Mr Ngiam, former Permanent Secretary of the Prime Minister’s Office, spoke to a 300-strong audience, including NUS alumni and members of the public, at the Shaw Foundation Alumni Guild House as part of the U@live forum series. The speech, which lasted about 15 minutes, was followed by an hour’s dialogue.
In a wide-ranging speech that touched on topics like the importance of higher education in the contemporary world and the issue of foreign talent, he emphasized that the competition faced by countries now will be more “knowledge intensive” rather than “resource based”. Mr Ngiam also touched on the importance of higher education in the contemporary world, particularly in Singapore.
Mr Ngiam, now an adjunct Professor at the Lee Kuan Yew School of Public Policy, had explored these issues during his years in civil service and he had shared with them his insights with regard to the sustenance of economic growth—how we can prepare our future generation in the face of these new challenges to be innovative and possess a wealth creation mind-set.
The former civil servant of about 40 years observed that most of Singapore’s brightest students often end up attending the Raffles family of schools. He pointed out that issues – such as the failure to solve problems out of the norm – may arise as a result of receiving an education from merely “two sets of teachers (from Raffles Institution and Raffles Girls’ School)”.

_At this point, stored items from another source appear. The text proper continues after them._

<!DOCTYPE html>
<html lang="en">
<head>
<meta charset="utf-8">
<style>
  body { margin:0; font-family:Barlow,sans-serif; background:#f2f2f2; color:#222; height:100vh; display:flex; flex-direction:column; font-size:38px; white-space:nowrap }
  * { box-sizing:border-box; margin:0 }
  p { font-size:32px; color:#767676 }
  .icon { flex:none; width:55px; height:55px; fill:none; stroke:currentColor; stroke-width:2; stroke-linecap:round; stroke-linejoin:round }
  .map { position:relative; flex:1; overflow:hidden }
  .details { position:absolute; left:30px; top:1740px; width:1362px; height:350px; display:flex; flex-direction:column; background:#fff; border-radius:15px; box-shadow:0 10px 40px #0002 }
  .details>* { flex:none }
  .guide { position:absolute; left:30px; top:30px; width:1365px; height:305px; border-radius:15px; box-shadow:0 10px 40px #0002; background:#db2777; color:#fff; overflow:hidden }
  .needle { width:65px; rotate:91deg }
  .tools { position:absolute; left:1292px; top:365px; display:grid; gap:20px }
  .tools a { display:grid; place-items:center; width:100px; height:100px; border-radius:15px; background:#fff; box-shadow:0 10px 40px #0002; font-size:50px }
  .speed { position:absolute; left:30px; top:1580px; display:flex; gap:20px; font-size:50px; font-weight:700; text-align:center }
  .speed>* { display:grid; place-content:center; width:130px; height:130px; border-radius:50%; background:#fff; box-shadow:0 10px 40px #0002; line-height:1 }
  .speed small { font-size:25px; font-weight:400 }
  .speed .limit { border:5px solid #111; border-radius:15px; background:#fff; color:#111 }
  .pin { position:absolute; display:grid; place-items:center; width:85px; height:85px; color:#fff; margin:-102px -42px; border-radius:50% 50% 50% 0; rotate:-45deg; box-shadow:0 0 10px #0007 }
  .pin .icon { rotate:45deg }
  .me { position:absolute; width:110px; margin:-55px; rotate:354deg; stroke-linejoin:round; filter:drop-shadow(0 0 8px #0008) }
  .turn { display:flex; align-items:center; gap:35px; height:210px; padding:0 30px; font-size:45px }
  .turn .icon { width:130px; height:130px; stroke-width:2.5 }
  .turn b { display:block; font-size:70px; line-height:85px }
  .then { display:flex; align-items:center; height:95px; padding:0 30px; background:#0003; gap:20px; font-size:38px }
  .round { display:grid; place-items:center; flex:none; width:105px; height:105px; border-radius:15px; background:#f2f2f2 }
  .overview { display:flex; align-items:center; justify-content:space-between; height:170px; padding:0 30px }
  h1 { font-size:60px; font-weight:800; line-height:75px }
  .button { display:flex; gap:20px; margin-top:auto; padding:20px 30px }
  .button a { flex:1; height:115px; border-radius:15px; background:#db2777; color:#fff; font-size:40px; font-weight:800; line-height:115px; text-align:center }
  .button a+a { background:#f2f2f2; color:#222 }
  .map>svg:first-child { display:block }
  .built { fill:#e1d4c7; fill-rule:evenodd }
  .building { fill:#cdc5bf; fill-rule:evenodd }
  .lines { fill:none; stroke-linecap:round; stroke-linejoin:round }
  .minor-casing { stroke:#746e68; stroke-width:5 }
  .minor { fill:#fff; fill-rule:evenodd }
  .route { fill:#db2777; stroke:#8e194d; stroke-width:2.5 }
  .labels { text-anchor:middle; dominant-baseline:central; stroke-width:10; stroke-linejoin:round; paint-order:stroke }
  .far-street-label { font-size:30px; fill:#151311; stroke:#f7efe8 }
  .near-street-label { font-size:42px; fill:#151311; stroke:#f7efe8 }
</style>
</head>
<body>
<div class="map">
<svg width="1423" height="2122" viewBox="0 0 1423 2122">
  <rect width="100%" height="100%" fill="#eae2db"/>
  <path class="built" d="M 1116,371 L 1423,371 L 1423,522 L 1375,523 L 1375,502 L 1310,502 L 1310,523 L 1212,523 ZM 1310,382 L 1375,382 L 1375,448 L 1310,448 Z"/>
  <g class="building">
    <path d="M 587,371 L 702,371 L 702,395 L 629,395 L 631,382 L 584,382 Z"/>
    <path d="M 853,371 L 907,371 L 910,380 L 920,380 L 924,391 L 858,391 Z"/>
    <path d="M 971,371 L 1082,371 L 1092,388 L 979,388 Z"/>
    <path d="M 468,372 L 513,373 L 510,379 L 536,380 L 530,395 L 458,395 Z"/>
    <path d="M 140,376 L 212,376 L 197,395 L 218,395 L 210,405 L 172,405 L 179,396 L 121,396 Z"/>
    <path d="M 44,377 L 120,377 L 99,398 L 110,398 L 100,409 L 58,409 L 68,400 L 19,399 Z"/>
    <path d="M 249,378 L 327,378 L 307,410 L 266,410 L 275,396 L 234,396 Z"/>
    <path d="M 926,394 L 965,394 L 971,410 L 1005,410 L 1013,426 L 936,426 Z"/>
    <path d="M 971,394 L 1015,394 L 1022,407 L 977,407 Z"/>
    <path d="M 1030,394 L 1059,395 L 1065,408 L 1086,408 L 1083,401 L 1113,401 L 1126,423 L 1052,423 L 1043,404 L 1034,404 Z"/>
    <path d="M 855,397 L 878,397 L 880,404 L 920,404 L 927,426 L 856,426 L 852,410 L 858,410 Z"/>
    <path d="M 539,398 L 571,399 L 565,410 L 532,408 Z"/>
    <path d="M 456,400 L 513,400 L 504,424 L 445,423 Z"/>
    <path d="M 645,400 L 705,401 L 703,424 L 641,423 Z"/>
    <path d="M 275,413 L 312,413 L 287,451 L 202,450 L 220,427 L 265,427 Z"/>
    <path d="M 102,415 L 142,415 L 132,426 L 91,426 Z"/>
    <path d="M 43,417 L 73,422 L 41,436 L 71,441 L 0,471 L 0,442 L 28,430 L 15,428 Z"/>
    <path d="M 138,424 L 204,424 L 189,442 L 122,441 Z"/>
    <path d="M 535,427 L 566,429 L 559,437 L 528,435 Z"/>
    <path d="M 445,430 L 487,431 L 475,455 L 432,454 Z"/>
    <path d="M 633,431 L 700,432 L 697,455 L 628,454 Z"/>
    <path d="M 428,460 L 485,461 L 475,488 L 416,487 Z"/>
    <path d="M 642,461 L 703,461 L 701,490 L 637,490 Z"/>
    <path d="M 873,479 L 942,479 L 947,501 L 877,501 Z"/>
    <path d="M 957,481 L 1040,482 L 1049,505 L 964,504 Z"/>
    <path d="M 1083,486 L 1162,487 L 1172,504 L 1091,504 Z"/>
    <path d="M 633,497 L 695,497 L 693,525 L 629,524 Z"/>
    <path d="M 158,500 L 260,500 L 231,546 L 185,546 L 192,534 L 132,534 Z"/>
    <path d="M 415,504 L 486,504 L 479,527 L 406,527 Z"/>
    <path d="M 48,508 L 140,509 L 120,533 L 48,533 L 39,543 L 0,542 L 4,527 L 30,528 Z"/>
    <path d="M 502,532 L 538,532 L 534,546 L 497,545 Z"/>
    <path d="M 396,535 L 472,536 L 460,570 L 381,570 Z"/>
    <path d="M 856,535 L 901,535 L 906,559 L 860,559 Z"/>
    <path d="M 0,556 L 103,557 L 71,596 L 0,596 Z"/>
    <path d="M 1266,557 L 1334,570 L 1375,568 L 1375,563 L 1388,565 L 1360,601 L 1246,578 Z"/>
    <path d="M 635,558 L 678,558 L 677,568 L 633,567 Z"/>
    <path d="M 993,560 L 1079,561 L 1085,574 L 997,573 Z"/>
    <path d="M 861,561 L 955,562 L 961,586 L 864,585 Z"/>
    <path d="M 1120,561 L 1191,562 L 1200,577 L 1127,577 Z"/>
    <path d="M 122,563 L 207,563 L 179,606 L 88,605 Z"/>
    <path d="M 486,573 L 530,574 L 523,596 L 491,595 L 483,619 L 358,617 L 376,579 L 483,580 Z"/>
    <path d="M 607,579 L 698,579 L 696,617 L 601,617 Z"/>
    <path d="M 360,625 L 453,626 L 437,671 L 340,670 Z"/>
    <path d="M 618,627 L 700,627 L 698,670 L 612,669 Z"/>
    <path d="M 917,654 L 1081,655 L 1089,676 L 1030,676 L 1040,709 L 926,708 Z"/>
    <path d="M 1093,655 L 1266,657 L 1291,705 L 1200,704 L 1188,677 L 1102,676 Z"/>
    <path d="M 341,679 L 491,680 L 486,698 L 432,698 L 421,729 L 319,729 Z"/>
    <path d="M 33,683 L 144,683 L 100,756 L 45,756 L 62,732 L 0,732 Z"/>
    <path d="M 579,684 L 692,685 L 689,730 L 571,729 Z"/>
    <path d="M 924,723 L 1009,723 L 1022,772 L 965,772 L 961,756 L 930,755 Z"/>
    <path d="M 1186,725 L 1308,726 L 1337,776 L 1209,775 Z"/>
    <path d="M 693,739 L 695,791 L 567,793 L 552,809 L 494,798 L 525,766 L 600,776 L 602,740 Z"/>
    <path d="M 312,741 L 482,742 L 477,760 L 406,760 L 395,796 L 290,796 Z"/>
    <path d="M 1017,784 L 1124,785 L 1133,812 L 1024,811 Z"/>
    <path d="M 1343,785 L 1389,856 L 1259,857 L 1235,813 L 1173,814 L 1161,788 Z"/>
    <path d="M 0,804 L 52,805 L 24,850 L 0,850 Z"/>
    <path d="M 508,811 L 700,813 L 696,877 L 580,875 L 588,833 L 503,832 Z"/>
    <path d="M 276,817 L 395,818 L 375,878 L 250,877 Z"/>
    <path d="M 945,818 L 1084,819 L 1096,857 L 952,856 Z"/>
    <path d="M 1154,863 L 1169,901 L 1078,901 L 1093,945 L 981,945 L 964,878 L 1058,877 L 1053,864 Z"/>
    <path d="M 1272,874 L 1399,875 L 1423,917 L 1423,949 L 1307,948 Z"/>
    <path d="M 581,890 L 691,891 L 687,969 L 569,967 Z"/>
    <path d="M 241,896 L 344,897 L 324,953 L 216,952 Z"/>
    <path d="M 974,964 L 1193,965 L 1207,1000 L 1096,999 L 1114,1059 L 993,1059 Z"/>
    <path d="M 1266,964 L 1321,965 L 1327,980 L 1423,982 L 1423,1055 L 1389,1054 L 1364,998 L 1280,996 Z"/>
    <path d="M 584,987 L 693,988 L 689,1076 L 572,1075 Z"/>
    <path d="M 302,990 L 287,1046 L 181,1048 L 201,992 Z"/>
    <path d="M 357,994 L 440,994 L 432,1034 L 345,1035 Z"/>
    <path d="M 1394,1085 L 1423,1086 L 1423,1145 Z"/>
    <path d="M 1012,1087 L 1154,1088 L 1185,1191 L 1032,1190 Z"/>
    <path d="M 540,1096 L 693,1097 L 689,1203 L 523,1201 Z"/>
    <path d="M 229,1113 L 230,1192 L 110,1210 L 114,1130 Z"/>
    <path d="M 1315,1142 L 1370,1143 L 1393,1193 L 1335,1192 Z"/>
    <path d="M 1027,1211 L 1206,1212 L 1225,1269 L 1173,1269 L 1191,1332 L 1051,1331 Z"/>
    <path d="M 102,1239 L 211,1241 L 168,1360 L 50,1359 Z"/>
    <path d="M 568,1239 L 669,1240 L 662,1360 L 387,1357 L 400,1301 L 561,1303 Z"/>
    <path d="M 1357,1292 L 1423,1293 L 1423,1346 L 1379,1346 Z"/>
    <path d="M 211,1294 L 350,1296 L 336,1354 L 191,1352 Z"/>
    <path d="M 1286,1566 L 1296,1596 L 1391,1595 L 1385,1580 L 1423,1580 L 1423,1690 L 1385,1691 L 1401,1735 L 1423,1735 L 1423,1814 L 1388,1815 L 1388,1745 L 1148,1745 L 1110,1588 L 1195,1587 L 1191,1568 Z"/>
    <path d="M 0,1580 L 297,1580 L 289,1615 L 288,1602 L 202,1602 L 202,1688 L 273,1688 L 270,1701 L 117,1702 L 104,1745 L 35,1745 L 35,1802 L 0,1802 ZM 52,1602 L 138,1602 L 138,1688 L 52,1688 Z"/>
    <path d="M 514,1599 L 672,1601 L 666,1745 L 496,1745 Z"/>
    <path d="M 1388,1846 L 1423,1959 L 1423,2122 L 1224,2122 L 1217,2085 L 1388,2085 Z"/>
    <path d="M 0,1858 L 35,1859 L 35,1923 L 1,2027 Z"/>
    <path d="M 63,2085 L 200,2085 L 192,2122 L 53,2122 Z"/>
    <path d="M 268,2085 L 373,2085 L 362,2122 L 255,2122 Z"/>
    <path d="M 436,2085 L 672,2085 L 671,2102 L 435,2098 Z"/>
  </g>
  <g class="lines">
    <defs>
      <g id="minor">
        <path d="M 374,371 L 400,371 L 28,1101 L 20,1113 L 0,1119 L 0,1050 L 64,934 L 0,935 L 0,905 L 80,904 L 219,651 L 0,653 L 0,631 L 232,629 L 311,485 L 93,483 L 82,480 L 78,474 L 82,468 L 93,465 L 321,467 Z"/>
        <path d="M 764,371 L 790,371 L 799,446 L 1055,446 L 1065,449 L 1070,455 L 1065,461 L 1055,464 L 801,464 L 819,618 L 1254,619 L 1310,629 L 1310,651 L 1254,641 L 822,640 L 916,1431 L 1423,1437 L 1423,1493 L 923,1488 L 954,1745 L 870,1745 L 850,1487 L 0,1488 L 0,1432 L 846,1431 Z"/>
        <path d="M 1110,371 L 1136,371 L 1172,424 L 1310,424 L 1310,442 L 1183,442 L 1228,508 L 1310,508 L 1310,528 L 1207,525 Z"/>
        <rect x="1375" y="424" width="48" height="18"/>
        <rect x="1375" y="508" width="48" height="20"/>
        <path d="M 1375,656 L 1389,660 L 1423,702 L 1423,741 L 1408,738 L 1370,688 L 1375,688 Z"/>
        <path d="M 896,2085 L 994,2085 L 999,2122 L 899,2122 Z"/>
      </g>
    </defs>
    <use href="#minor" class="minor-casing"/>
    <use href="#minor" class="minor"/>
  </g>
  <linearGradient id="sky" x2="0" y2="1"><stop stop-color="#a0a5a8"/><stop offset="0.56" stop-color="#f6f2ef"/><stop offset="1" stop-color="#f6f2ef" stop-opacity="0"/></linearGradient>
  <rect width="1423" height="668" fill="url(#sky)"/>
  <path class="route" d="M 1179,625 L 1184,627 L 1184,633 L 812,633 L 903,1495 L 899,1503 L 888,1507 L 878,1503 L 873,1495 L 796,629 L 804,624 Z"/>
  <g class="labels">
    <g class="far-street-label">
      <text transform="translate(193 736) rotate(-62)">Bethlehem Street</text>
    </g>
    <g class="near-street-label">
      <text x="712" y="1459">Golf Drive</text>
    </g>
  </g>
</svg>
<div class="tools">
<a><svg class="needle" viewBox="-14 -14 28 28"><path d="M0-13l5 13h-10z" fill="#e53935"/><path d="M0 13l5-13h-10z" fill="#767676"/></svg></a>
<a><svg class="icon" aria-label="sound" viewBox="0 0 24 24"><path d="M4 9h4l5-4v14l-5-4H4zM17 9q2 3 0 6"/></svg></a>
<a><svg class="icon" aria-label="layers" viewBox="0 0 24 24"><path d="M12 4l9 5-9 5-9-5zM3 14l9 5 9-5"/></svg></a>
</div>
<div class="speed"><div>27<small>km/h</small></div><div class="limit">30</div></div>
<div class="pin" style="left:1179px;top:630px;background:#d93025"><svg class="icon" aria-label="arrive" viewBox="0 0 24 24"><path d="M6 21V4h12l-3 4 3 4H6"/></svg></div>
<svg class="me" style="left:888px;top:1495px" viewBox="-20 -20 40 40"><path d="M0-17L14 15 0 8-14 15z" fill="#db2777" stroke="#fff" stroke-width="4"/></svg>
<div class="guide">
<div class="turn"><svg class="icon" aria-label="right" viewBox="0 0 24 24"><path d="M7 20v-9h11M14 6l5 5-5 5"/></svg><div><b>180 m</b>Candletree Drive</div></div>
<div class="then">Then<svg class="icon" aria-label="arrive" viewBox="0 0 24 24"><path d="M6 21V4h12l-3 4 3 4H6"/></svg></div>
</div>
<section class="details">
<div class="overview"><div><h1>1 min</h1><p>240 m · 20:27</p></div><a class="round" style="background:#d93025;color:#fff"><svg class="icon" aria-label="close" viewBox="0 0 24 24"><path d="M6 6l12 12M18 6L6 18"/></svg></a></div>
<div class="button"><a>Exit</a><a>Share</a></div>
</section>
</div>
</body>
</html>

Mr Viswa Sadasivan, former Nominated Member of Parliament and moderator of the dialogue said that these students were often told, at the age of 13 years old, that they are the cream of the crop, and commented that “Ït’s not a good thing because it will lead to elitism and complacency.”
He also ventured that Singapore’s focus on efficiency and avoidance of failure had possibly led to the decreasing level of resilience amongst the new generation in Singapore.
Mr Ngiam responded that it is possible for the government to take a step backwards and “leave Singaporeans alone”.
“Every time we’ve got a problem, we set up another stat (statutory) board. This means the employment of civil servants. It doesn’t grow the economy you know, ” he said, although conceding that sometimes “civil servants can be creative too (in responding to problems)”.
When asked if Singapore still needs scholars, in light of creating elitism, Mr Ngiam cited the example of the imperial examination system in China.
“Over the years they became (reliant on using) the Confucius analects to solve these problems, they had too much test on Confucianism, so instead of solving practical problems, they became very literary.”
“They’ve got a very good imperial scholar system; where the best young people from all the provinces congregate.”
“But you must ask the young people the right questions.”
Mr Viswa aptly summed it up with a question: How (then) can we transcend the plateau of competence to the peak of brilliance?
Besides talking about the education system in Singapore, a member of the audience, Andrea raised the question on what Singaporeans can do in face of the influx of foreign talents.
Mr Ngiam replied that there is a need to raise our self-confidence levels. “Every time we have a problem, (we tend to) call in a consultant, hire a foreign CEO… Why have we lost our confidence,” he said.
In the final minutes of his speech before the dialogue, Mr Ngiam proposed that the Ministry of Finance (MOF) extend a $100 million grant to EDB to invest in an equity of knowledge-based start-up companies that will be germinated in our universities and polytechnics.
He emphasized on the fact that “universities are the only strategic assets we have in this highly competitive knowledge-based global world economy”.
“If we fail to mobilize our universities, Singapore will quickly revert back to the stagnant trade burdened economy of the 1950s.”